Your assignment: Please copy each line in the records below that contains the string "lists".

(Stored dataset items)
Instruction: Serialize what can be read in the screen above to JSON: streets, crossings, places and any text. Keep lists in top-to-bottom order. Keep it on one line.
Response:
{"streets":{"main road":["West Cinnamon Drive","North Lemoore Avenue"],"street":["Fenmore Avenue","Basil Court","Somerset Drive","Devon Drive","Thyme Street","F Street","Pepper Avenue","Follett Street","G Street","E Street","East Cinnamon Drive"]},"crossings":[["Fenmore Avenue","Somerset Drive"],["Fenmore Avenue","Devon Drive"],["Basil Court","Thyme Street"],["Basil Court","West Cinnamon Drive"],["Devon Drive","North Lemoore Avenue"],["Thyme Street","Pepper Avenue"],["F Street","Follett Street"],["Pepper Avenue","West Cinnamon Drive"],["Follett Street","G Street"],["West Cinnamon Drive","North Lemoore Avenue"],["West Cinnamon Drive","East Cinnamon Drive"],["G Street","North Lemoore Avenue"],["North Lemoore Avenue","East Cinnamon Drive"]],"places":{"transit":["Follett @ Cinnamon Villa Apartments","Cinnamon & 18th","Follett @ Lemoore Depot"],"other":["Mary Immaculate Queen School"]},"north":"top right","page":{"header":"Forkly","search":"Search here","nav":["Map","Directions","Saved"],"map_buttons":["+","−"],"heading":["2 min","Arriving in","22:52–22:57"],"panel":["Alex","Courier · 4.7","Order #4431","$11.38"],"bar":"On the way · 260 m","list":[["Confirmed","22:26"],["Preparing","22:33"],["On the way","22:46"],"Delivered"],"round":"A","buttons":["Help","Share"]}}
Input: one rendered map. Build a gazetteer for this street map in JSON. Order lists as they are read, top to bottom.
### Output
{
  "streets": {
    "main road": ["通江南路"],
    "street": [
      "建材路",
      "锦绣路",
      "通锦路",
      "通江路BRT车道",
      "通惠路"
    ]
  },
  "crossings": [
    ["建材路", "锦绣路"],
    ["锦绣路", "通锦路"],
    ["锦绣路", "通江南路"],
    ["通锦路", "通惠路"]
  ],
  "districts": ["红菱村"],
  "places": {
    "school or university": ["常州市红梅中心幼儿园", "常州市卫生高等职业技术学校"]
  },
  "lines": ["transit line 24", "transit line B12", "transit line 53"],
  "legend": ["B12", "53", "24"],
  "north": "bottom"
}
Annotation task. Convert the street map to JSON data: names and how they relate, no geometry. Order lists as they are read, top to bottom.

Answer box:
Instruction: Serialize what can be read in the screen above to JSON: streets, crossings, places and any text. Keep lists in top-to-bottom order. Keep it on one line.
Input: one rendered map. Build a gazetteer for this street map in JSON. Order lists as they are read, top to bottom.
Annotation task. Convert the street map to JSON data: names and how they relate, no geometry. Order lists as they are read, top to bottom.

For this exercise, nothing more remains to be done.